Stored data
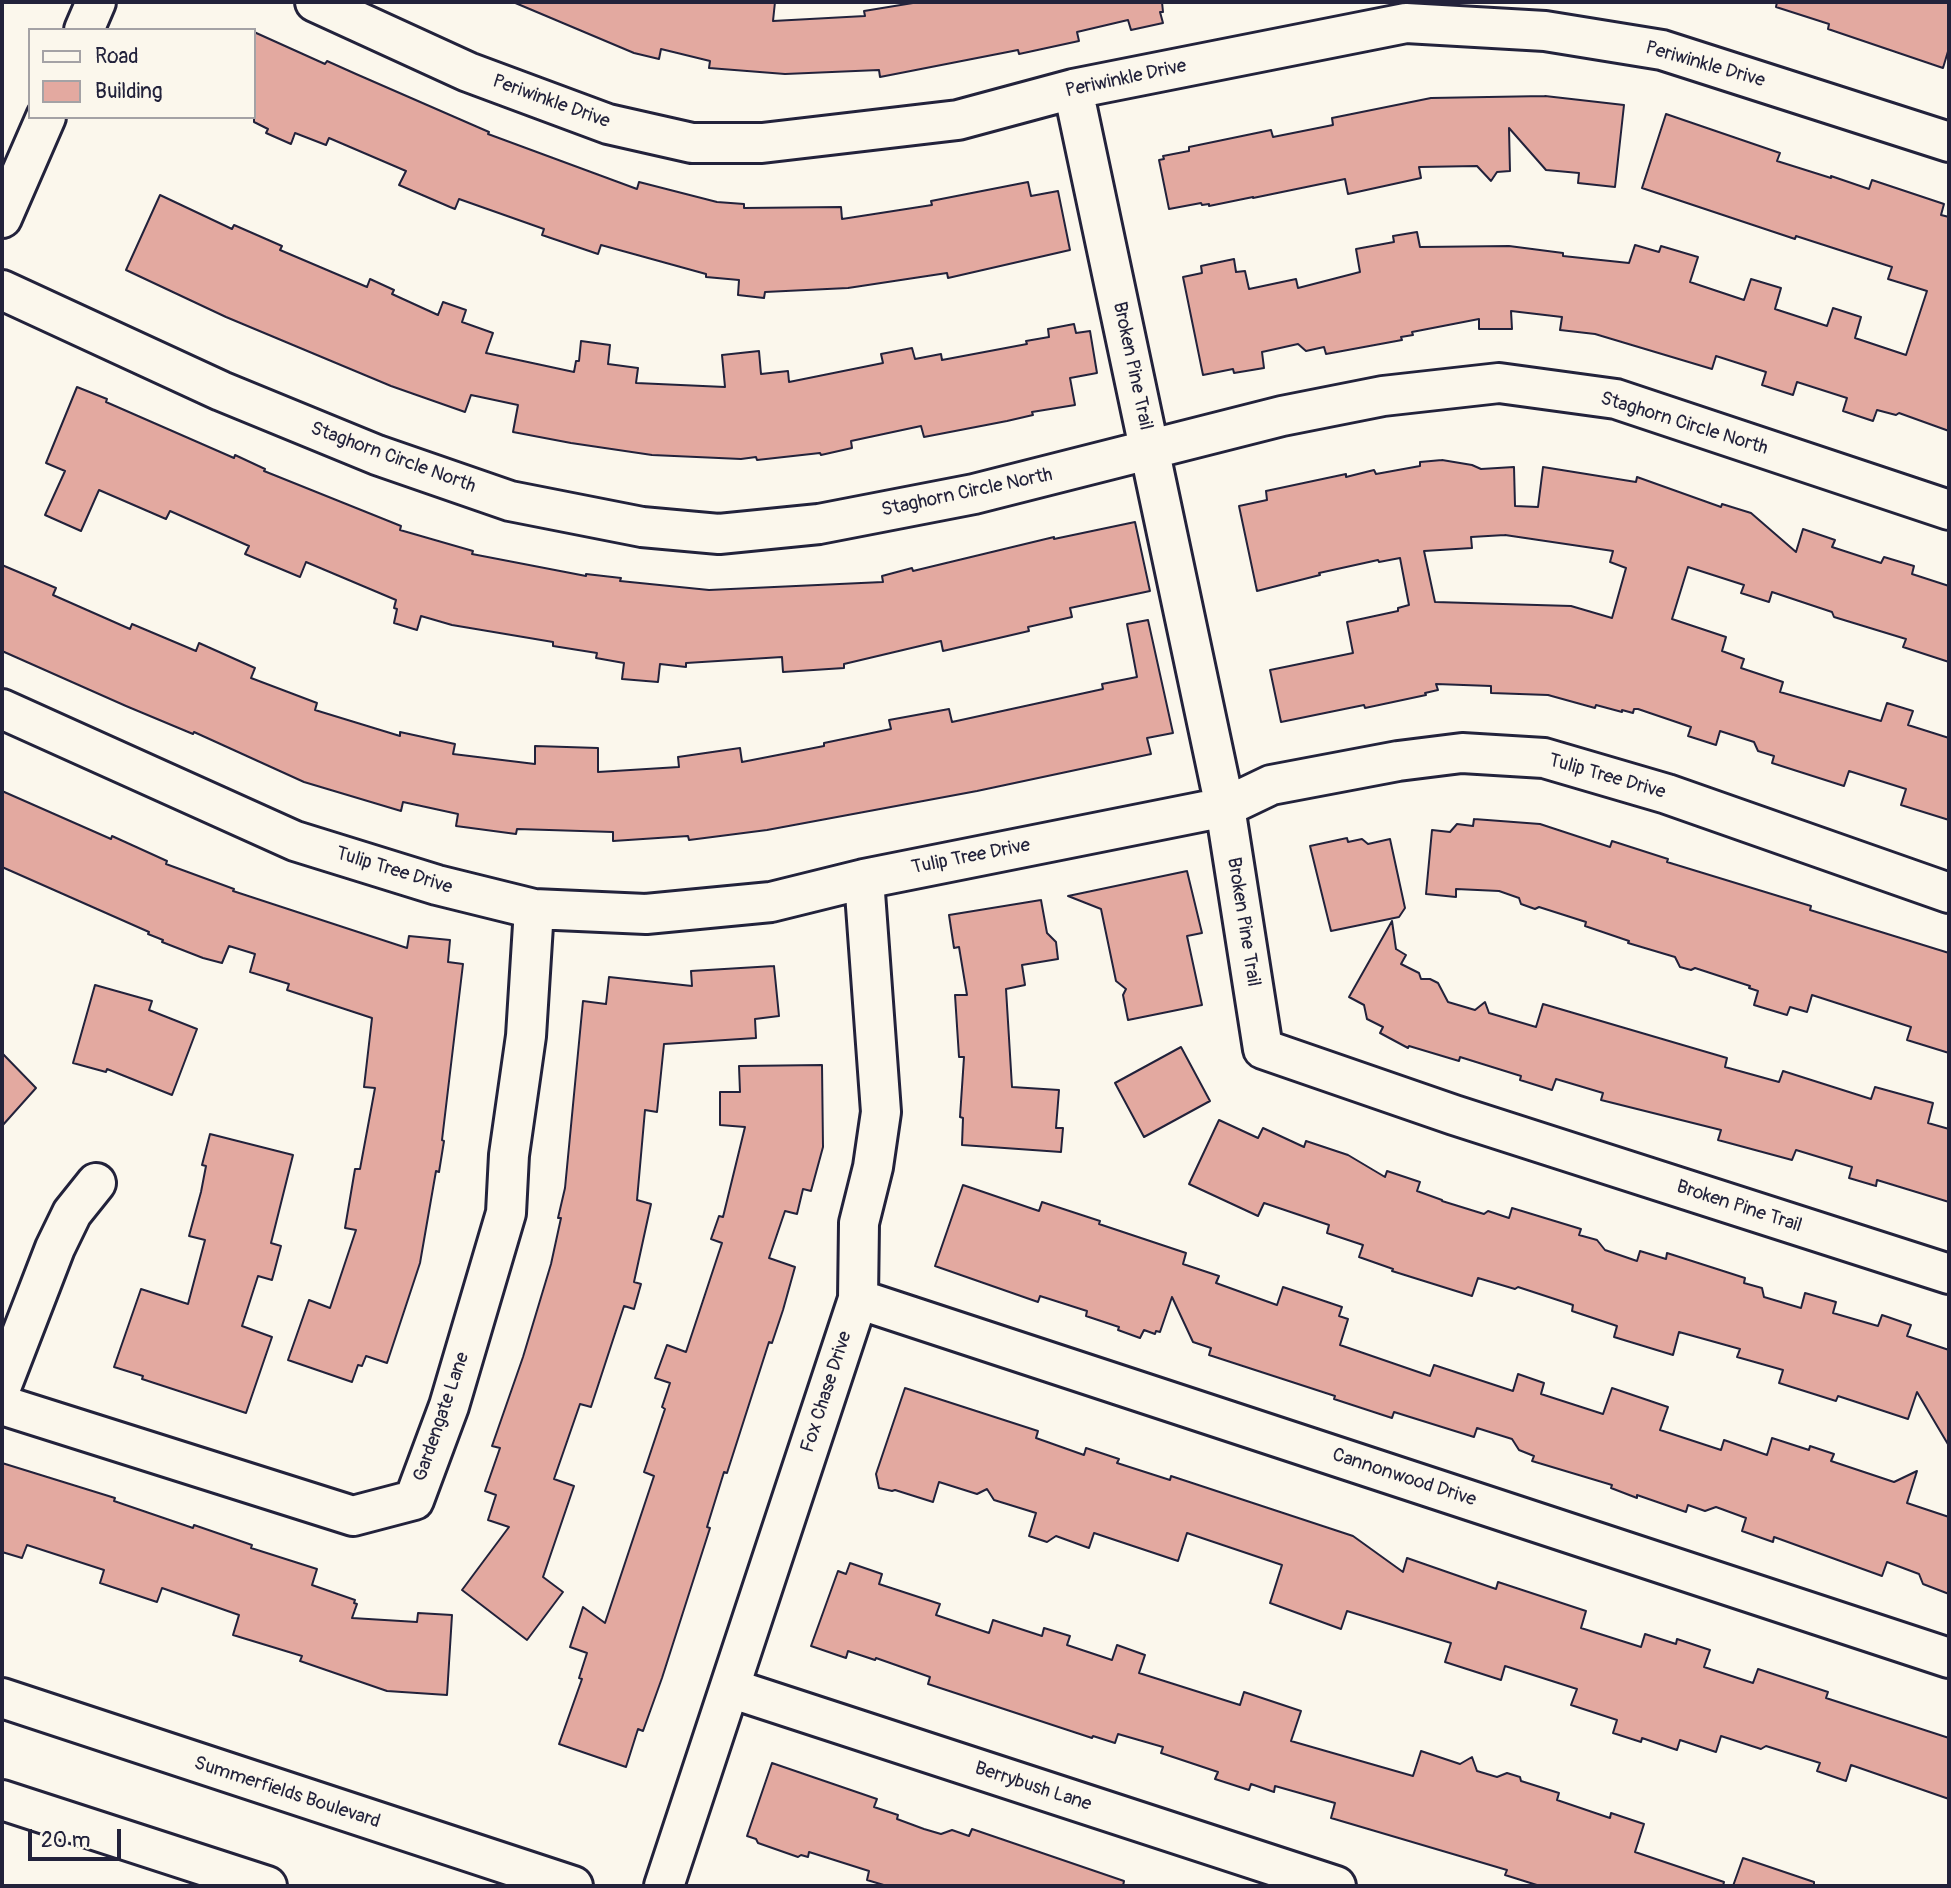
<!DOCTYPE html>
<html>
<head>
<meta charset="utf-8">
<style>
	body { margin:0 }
	#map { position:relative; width:1951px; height:1888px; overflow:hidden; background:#fbf7ec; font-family:Pangolin,sans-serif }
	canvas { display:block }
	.frame { position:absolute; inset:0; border:4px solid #22223b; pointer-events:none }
	.legend { position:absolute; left:28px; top:28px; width:228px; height:91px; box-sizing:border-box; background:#fbf7ec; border:2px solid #a4a2a5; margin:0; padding:9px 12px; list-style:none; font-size:21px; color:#22223b }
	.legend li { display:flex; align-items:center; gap:14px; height:35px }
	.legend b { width:35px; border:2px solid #a4a2a5 }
	.scale { position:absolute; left:28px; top:1829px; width:93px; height:32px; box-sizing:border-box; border:4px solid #22223b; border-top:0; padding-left:9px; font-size:21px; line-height:24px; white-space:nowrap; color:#22223b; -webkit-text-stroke:5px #fbf7ec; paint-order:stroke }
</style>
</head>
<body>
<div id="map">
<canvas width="1951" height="1888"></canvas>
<div class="frame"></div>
<ul class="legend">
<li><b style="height:9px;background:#fbf7ec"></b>Road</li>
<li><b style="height:19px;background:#e3a9a0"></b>Building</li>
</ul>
<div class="scale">20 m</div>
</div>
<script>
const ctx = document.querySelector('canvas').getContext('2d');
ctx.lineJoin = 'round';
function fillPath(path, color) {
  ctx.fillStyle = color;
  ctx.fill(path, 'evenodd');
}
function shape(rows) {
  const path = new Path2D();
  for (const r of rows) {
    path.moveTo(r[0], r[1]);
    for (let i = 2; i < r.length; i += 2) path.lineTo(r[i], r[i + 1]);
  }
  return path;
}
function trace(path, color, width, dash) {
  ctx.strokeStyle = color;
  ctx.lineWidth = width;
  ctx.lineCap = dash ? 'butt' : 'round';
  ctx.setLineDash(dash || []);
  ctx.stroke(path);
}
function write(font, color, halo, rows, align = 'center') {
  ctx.font = font + ' Pangolin,sans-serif';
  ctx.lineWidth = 5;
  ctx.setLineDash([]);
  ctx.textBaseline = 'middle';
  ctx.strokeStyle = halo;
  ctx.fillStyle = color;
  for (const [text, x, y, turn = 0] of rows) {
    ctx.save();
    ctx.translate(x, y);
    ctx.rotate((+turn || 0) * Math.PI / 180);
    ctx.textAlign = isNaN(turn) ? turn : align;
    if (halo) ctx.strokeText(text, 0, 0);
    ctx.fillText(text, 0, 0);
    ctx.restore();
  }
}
const building = shape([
	[513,2,775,2,773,21,865,16,864,11,919,2,1162,2,1163,12,1160,12,1163,23,1131,30,1128,20,1077,32,1079,41,1019,54,1018,50,880,77,879,70,785,74,709,68,710,61,661,49,659,59,634,53,513,2],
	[1777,2,1949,2,1949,48,1943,68,1828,29,1829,24,1776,7,1777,2],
	[254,32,325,64,327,61,356,74,489,132,488,134,637,189,639,182,717,202,744,204,744,208,841,207,842,219,932,205,931,201,1028,182,1031,196,1058,191,1070,250,948,278,947,273,848,288,765,292,764,298,738,295,739,280,706,277,706,274,601,245,598,254,542,235,544,229,459,199,455,209,450,207,399,185,406,171,329,138,326,145,295,133,291,144,266,133,268,129,254,122,254,32],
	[1545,96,1624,105,1615,187,1578,183,1579,173,1546,170,1509,128,1510,171,1497,172,1491,181,1477,166,1419,167,1421,178,1348,194,1345,179,1253,198,1253,197,1209,206,1209,204,1202,205,1201,203,1169,209,1159,160,1164,159,1163,156,1189,151,1189,147,1271,130,1273,137,1333,125,1332,118,1431,98,1545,96],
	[1666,114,1780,153,1777,161,1831,178,1831,176,1869,189,1872,180,1944,204,1941,215,1949,217,1949,431,1899,413,1896,415,1877,410,1873,421,1843,411,1847,398,1797,382,1793,395,1762,385,1766,372,1716,356,1712,369,1595,334,1560,330,1562,317,1511,311,1512,329,1479,329,1479,319,1412,332,1413,335,1401,337,1402,340,1326,354,1324,347,1306,351,1298,344,1262,352,1264,368,1234,373,1233,369,1203,375,1183,277,1202,273,1201,266,1234,259,1236,272,1245,271,1249,289,1296,279,1298,288,1360,272,1356,249,1394,242,1393,236,1417,232,1420,247,1509,246,1563,253,1563,256,1629,263,1635,245,1659,252,1661,246,1698,257,1690,282,1744,300,1751,279,1781,288,1775,309,1827,326,1833,308,1861,317,1855,338,1906,355,1927,291,1888,279,1892,267,1796,236,1795,239,1642,188,1666,114],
	[160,195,232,229,234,225,282,246,280,250,367,287,370,279,394,290,392,294,438,315,443,302,466,310,462,322,493,333,486,353,574,372,576,361,579,361,581,341,610,345,608,364,638,368,636,383,725,387,722,355,759,351,761,374,788,371,789,382,883,363,881,354,912,348,915,359,941,354,942,360,1027,344,1026,341,1049,337,1048,329,1074,324,1076,333,1090,331,1097,373,1070,378,1075,405,1032,412,1033,415,1007,421,924,437,921,426,851,441,852,448,821,455,820,453,757,460,756,457,741,459,652,455,571,443,513,432,518,405,471,395,465,412,391,386,226,317,126,270,160,195],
	[77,387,107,399,106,402,234,458,235,455,265,469,264,471,401,526,400,530,473,551,472,554,586,576,586,574,621,578,620,581,709,590,883,582,882,576,912,568,913,571,1054,537,1054,539,1135,522,1150,591,1070,608,1072,617,1028,627,1029,631,943,651,941,641,844,664,844,668,783,672,782,657,686,663,686,667,660,664,658,682,622,679,624,663,596,658,597,653,553,646,553,642,452,625,421,616,417,630,394,623,397,609,394,608,396,600,306,562,300,577,245,554,249,546,170,511,166,519,99,490,81,531,45,515,65,471,46,463,77,387],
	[1442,460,1472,465,1481,469,1514,467,1515,506,1538,507,1543,467,1636,482,1637,477,1721,507,1722,504,1751,513,1796,552,1803,529,1835,540,1832,547,1881,563,1884,557,1914,566,1912,574,1949,586,1949,662,1903,647,1906,639,1834,617,1832,612,1772,592,1769,602,1741,593,1744,585,1688,567,1672,619,1726,637,1722,651,1744,659,1741,668,1783,682,1780,692,1881,721,1887,703,1913,711,1908,725,1949,738,1949,820,1901,805,1906,789,1849,771,1844,786,1772,763,1774,756,1758,751,1754,742,1720,731,1716,745,1688,736,1691,727,1638,709,1634,709,1633,713,1622,710,1622,712,1596,705,1595,708,1548,695,1491,693,1491,686,1436,684,1438,690,1425,693,1426,695,1365,708,1364,705,1281,722,1270,670,1353,653,1347,622,1398,611,1398,608,1409,605,1400,558,1379,562,1378,560,1319,573,1320,575,1257,591,1239,506,1267,500,1266,491,1346,474,1346,477,1374,470,1376,474,1420,466,1420,462,1442,460],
	[1505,535,1613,551,1610,562,1626,568,1612,618,1571,606,1435,602,1424,551,1472,548,1471,537,1505,535],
	[2,565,56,588,53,595,130,629,132,624,196,651,199,643,255,668,251,678,317,703,315,710,400,736,400,732,455,744,453,754,535,764,535,746,598,748,598,772,679,767,678,757,740,748,742,762,824,746,824,743,891,729,889,720,949,709,952,722,1103,689,1102,684,1137,677,1127,624,1148,620,1173,733,1147,738,1151,754,977,791,767,830,689,840,688,836,613,841,613,832,517,829,516,834,456,826,458,814,403,802,401,811,304,782,194,732,193,734,126,706,2,651,2,565],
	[2,791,111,839,112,836,167,861,166,864,234,889,233,891,407,948,409,936,450,940,448,962,463,964,442,1140,444,1141,439,1172,436,1171,420,1263,387,1363,366,1356,362,1366,358,1365,352,1382,288,1360,309,1300,330,1308,356,1230,345,1228,355,1169,360,1169,375,1088,364,1087,372,1018,287,990,289,984,250,972,255,954,229,946,222,963,203,958,162,942,163,940,148,934,149,932,2,867,2,791],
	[1474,819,1540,824,1610,847,1612,841,1668,859,1667,862,1811,906,1810,910,1949,953,1949,1053,1907,1040,1911,1027,1812,995,1807,1012,1790,1007,1787,1015,1754,1005,1758,991,1749,988,1750,986,1695,968,1691,970,1680,967,1675,957,1628,943,1629,941,1585,926,1586,922,1539,907,1535,909,1521,904,1519,898,1499,891,1456,889,1456,897,1426,894,1432,830,1450,832,1457,824,1473,826,1474,819],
	[1347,838,1348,842,1362,839,1368,844,1390,839,1405,908,1399,917,1331,931,1310,846,1347,838],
	[1187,871,1202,933,1187,936,1202,1005,1128,1020,1123,995,1126,989,1116,981,1101,909,1068,896,1187,871],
	[1041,900,1047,933,1056,942,1058,959,1022,965,1025,985,1006,989,1012,1087,1059,1090,1056,1128,1063,1128,1061,1152,962,1145,963,1118,960,1117,964,1057,959,1057,955,995,967,995,959,947,954,948,949,915,1041,900],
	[1392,921,1396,949,1406,955,1401,964,1419,973,1421,979,1430,979,1438,983,1448,1002,1475,1010,1485,1002,1489,1013,1536,1027,1543,1004,1727,1058,1725,1067,1779,1082,1783,1071,1871,1099,1875,1087,1933,1103,1928,1123,1949,1129,1949,1202,1877,1180,1876,1186,1849,1178,1852,1167,1796,1150,1792,1160,1718,1140,1721,1130,1601,1100,1603,1093,1556,1079,1552,1090,1520,1080,1521,1076,1460,1057,1459,1061,1409,1046,1408,1048,1380,1033,1383,1027,1367,1019,1364,1005,1349,997,1392,921],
	[774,966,779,1016,755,1019,756,1038,664,1044,657,1112,645,1110,637,1200,651,1204,634,1282,641,1284,634,1309,624,1306,591,1407,580,1404,554,1479,574,1486,543,1577,563,1592,527,1640,462,1590,509,1527,488,1520,496,1495,485,1491,500,1448,492,1446,523,1357,551,1264,561,1218,558,1218,565,1188,583,1001,606,1004,609,977,692,986,691,971,774,966],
	[95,985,152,1001,149,1010,197,1029,172,1095,107,1069,106,1072,73,1063,95,985],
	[1181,1047,1210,1101,1144,1137,1115,1083,1181,1047],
	[2,1053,36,1088,2,1126,2,1053],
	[822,1065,823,1147,811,1191,803,1189,797,1214,785,1211,769,1258,795,1267,783,1310,772,1343,769,1342,727,1473,724,1472,707,1527,710,1528,662,1678,643,1731,638,1729,626,1767,559,1744,582,1679,579,1678,587,1653,570,1647,583,1607,605,1623,654,1476,644,1472,665,1409,662,1407,670,1383,655,1378,667,1345,686,1352,722,1243,711,1239,719,1216,723,1217,745,1127,720,1125,720,1092,740,1092,739,1066,822,1065],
	[1219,1120,1258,1138,1263,1128,1304,1147,1306,1141,1348,1155,1385,1177,1387,1171,1420,1182,1417,1191,1442,1200,1442,1201,1484,1214,1488,1211,1509,1218,1512,1208,1581,1229,1579,1235,1597,1240,1605,1250,1637,1261,1640,1251,1666,1259,1667,1253,1745,1278,1744,1283,1762,1288,1764,1297,1801,1308,1805,1293,1836,1302,1833,1313,1878,1326,1882,1315,1911,1325,1907,1336,1949,1350,1949,1446,1917,1392,1908,1419,1838,1396,1836,1401,1779,1383,1783,1370,1737,1357,1740,1349,1679,1332,1673,1355,1614,1337,1617,1326,1572,1311,1573,1305,1518,1287,1515,1289,1478,1278,1472,1296,1392,1271,1393,1269,1359,1257,1363,1245,1327,1233,1329,1225,1264,1203,1258,1216,1189,1184,1219,1120],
	[210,1134,293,1155,271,1243,281,1246,272,1280,258,1276,242,1326,272,1337,246,1413,142,1379,143,1376,114,1367,141,1289,188,1304,205,1240,189,1236,201,1192,206,1166,202,1165,210,1134],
	[963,1185,1039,1211,1042,1202,1100,1221,1099,1224,1186,1253,1183,1264,1219,1276,1216,1283,1277,1305,1283,1287,1342,1307,1339,1316,1348,1319,1340,1345,1430,1376,1434,1365,1513,1391,1518,1374,1544,1383,1541,1394,1603,1414,1612,1388,1668,1407,1660,1430,1721,1450,1724,1440,1767,1455,1772,1438,1809,1450,1810,1446,1834,1454,1831,1461,1894,1482,1917,1471,1907,1503,1949,1517,1949,1594,1923,1584,1919,1574,1887,1562,1882,1576,1774,1537,1773,1542,1742,1531,1746,1518,1716,1507,1705,1511,1688,1505,1686,1512,1637,1495,1637,1498,1611,1488,1612,1485,1532,1461,1534,1456,1519,1450,1512,1439,1477,1428,1474,1437,1394,1412,1392,1418,1334,1399,1335,1396,1209,1355,1211,1348,1193,1342,1172,1297,1160,1332,1156,1331,1155,1334,1144,1330,1140,1338,1118,1330,1119,1327,1086,1316,1087,1311,1040,1296,1038,1302,935,1266,963,1185],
	[905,1388,1038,1431,1036,1438,1084,1455,1086,1448,1119,1459,1117,1463,1170,1480,1171,1476,1353,1536,1403,1572,1407,1558,1496,1589,1498,1582,1586,1611,1581,1628,1641,1647,1645,1634,1676,1644,1677,1639,1710,1650,1704,1667,1753,1683,1758,1669,1828,1692,1826,1698,1949,1738,1949,1799,1851,1765,1846,1781,1817,1771,1820,1763,1766,1746,1761,1749,1721,1736,1716,1752,1680,1740,1677,1750,1642,1738,1641,1742,1613,1733,1617,1720,1571,1705,1577,1689,1505,1666,1501,1680,1445,1662,1451,1643,1347,1611,1341,1629,1270,1603,1282,1565,1187,1533,1178,1561,1094,1533,1089,1548,1056,1536,1047,1542,1029,1536,1036,1513,994,1500,987,1489,977,1494,939,1482,933,1502,895,1490,892,1491,879,1488,876,1474,905,1388],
	[2,1463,115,1498,114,1501,193,1528,194,1525,252,1545,251,1548,317,1569,312,1585,355,1600,354,1603,357,1604,352,1618,417,1622,418,1613,452,1615,447,1695,387,1691,300,1661,302,1656,233,1635,239,1615,162,1588,157,1602,100,1583,104,1570,27,1545,22,1558,2,1552,2,1463],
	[850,1563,882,1574,879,1584,940,1604,936,1615,989,1633,993,1620,1042,1636,1044,1628,1070,1636,1067,1645,1112,1660,1117,1645,1145,1655,1139,1673,1240,1705,1244,1692,1301,1711,1291,1741,1413,1776,1421,1751,1460,1764,1472,1757,1477,1771,1497,1777,1507,1773,1520,1777,1521,1781,1559,1793,1557,1800,1610,1818,1611,1813,1644,1824,1635,1852,1724,1882,1723,1886,1540,1886,1505,1875,1507,1870,1331,1818,1335,1803,1275,1786,1274,1792,1251,1784,1249,1790,1215,1779,1218,1772,1161,1753,1163,1747,1118,1734,1115,1743,1093,1736,1092,1738,928,1684,930,1677,876,1658,875,1660,848,1651,846,1658,811,1646,838,1571,846,1574,850,1563],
	[772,1763,877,1799,874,1807,898,1815,897,1819,924,1829,941,1834,952,1830,969,1836,972,1829,1124,1881,1123,1886,887,1886,867,1880,869,1871,809,1852,808,1857,801,1855,798,1857,758,1843,756,1839,747,1836,772,1763],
	[1743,1858,1814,1882,1814,1886,1733,1886,1743,1858]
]);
fillPath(building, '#e3a9a0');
trace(building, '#22223b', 2);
const minor = shape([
	[315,2,468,72,608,124,692,143,762,143,958,120,1073,89,1406,23,1545,31,1662,50,1949,142],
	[84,30,96,2],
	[1073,89,1225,807,1263,1049,1454,1115,1949,1274],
	[2,218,46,117],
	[2,290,221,391,377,455,510,501,642,527,719,534,819,524,974,494,1282,416,1383,396,1499,383,1616,399,1949,510],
	[2,709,295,841,437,885,534,909,646,914,771,902,864,879,1225,807,1271,785,1398,761,1462,753,1544,758,1667,794,1949,893],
	[858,1299,1949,1658],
	[2,1385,55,1248,72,1213,96,1183],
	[2,1405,353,1516,414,1500,449,1406,506,1213,509,1155,526,1036,534,909],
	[730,1688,1336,1886],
	[2,1698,573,1886],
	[2,1800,267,1886],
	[664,1886,858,1299,859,1223,873,1167,881,1112,864,879]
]);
trace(minor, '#22223b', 44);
trace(minor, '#fbf7ec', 38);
write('19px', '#22223b', '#fbf7ec', [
	["Periwinkle Drive",1705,65,16],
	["Periwinkle Drive",1126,79,-12],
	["Periwinkle Drive",551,102,20],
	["Broken Pine Trail",1132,366,78],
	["Staghorn Circle North",1684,424,17],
	["Staghorn Circle North",393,458,20],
	["Staghorn Circle North",967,493,-12],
	["Tulip Tree Drive",1607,777,16],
	["Tulip Tree Drive",971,857,-11],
	["Tulip Tree Drive",394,871,17],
	["Broken Pine Trail",1243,922,81],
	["Broken Pine Trail",1739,1207,18],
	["Fox Chase Drive",827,1392,-72],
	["Gardengate Lane",442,1417,-71],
	["Cannonwood Drive",1404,1478,18],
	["Berrybush Lane",1033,1787,18],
	["Summerfields Boulevard",287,1793,18]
]);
</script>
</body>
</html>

-- PROBLEM TO WORK ON --
Determine how many lines above hold the word "strokeStyle", then give only that number.

-- RESPONSE BELOW --
2